Does it mean that these people committed the crimes since they were mentally unwell? I’d say so. No sane person would do things like these. On the other hand, pretty much no insane person would commit crimes like these, either. This kind of senseless killing has started to happen more and more, while psychoactive drugs are prescribed more and more. Another interesting correlation.
Does this mean that everyone should get off psychoactive drugs? Probably not, and never without consulting a doctor. Some people do quite well on them and the experience of these people shouldn’t be minimized. Independent research should be conducted into the beneficial effects of the drugs.
Does it mean that if you are in this age-group and taking psychiatric medication you’re likely to go berserk at any moment? Of course not. The 43% increase in risk does not mean that 43% of youngsters taking these drugs commit crimes. It only means that the very small risk is increased by 43%. That is a notable increase and one that deserves careful attention, but on the population level it still means that most people are very unlikely to go on a killing spree even if provoked and medicated.
Does it mean that the risks and the benefits of these drugs should be inspected very, very carefully by independent institutions, not the same companies that gain financially from the sales of these drugs? Yes! Absolutely. That much should be obvious to everyone. Evaluation of risks cannot be left to the drug companies.
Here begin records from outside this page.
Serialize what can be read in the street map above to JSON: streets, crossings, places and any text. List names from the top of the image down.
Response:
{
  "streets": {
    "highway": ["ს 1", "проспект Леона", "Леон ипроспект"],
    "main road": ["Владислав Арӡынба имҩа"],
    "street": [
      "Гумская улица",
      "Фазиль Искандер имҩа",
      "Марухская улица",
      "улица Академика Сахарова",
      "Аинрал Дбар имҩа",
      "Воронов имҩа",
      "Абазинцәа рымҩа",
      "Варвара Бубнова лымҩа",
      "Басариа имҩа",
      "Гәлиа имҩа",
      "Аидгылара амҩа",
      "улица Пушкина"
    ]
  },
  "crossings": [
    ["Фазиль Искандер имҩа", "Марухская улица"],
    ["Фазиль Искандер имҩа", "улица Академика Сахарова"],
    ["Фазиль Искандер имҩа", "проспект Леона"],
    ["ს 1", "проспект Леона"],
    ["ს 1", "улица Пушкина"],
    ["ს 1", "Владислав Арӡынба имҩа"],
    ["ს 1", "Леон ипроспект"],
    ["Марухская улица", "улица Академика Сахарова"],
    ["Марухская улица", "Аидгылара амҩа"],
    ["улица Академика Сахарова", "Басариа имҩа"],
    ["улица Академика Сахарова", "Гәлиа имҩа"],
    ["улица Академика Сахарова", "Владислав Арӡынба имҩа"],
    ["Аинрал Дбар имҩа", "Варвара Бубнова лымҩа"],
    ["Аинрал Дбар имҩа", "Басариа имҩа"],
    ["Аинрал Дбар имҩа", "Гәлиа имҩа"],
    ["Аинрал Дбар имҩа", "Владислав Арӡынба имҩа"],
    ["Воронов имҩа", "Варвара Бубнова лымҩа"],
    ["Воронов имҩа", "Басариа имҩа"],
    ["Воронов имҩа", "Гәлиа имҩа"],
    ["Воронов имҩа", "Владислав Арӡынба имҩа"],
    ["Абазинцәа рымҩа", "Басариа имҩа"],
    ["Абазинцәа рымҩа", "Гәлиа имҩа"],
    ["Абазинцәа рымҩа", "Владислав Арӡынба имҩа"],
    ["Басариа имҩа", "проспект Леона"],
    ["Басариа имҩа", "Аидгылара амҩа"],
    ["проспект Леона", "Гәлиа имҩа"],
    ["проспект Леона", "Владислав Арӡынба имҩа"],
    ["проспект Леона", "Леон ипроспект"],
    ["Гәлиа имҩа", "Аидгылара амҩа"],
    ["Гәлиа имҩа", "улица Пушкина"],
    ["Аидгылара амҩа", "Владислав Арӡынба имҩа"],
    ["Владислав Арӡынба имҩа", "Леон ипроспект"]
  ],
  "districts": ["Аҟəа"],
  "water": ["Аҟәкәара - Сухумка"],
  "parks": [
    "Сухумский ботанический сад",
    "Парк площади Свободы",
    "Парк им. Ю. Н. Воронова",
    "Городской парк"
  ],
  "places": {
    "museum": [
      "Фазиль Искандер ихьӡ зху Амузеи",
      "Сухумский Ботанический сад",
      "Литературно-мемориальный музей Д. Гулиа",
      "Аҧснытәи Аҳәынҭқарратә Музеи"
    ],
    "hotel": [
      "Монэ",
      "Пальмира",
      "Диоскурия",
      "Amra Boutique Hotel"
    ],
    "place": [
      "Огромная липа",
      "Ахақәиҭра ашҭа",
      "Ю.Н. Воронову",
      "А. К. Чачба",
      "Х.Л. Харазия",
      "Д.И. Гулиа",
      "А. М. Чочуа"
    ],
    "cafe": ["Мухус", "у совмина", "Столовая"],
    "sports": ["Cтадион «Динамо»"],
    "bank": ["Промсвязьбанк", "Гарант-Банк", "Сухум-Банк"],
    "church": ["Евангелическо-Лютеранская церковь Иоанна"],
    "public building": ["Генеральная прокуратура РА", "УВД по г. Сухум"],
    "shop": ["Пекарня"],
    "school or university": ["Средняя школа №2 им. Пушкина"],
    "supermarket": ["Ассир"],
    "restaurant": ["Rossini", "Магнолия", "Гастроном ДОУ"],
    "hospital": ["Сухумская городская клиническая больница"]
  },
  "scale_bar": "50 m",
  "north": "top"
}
The take-home message is that we need to remember that these are potent drugs and no one understands exactly the effect they have on a person’s brain chemistry. No one knows. Most of the research into these drugs has been done by drug companies themselves, who often refuse to disclose their data for independent researchers to verify their results. Most of the research on the drugs’ safety has been done on adults, a population that differs from adolescents and children whose brains are still developing.
We are in the middle of a massive drug experiment. Wouldn’t it be much better to perform it in a lab?